Compound Libraries for PRT 4165
PRT 4165 is also offered as part of the Tocriscreen 2.0 Max and Tocriscreen Epigenetics Library. Find out more about compound libraries available from Tocris.
Technical Data for PRT 4165
| M. Wt | 235.24 |
| Formula | C15H9NO2 |
| Storage | Store at +4°C |
| Purity | ≥99% (HPLC) |
| CAS Number | 31083-55-3 |
| PubChem ID | 207893 |
| InChI Key | OMHZFEWYVFWVLI-UHFFFAOYSA-N |
| Smiles | O=C(C2=CC=CC=C2C3=O)/C3=C\C1=CC=CN=C1 |
The technical data provided above is for guidance only. For batch specific data refer to the Certificate of Analysis.
Tocris products are intended for laboratory research use only, unless stated otherwise.
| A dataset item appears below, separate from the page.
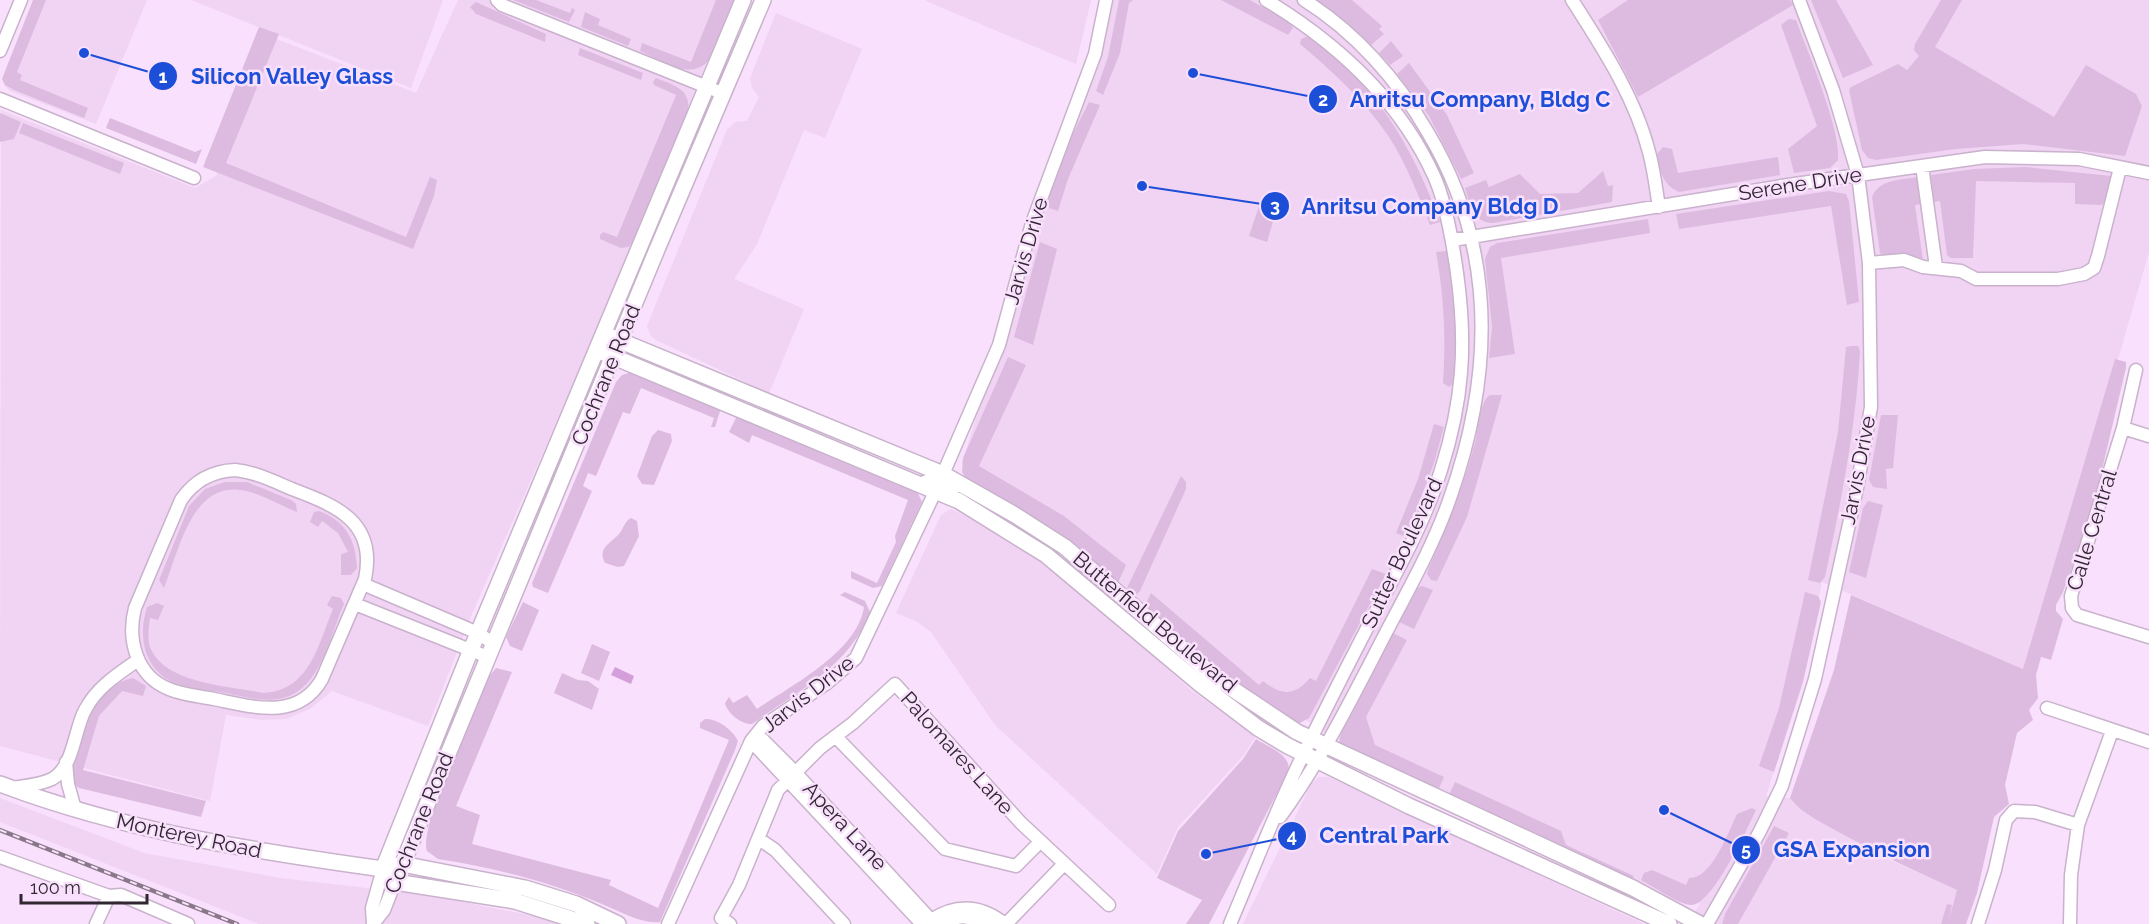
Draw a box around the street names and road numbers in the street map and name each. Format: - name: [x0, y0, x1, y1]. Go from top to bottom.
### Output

Solubility Data for PRT 4165
| Solvent | Max Conc. mg/mL | Max Conc. mM | |
|---|---|---|---|
| Solubility | |||
| DMSO | 23.52 | 100 | |
| 1eq. HCl | 1.18 | 5 with gentle warming |
Preparing Stock Solutions for PRT 4165
The following data is based on the product molecular weight 235.24. Batch specific molecular weights may vary from batch to batch due to the degree of hydration, which will affect the solvent volumes required to prepare stock solutions.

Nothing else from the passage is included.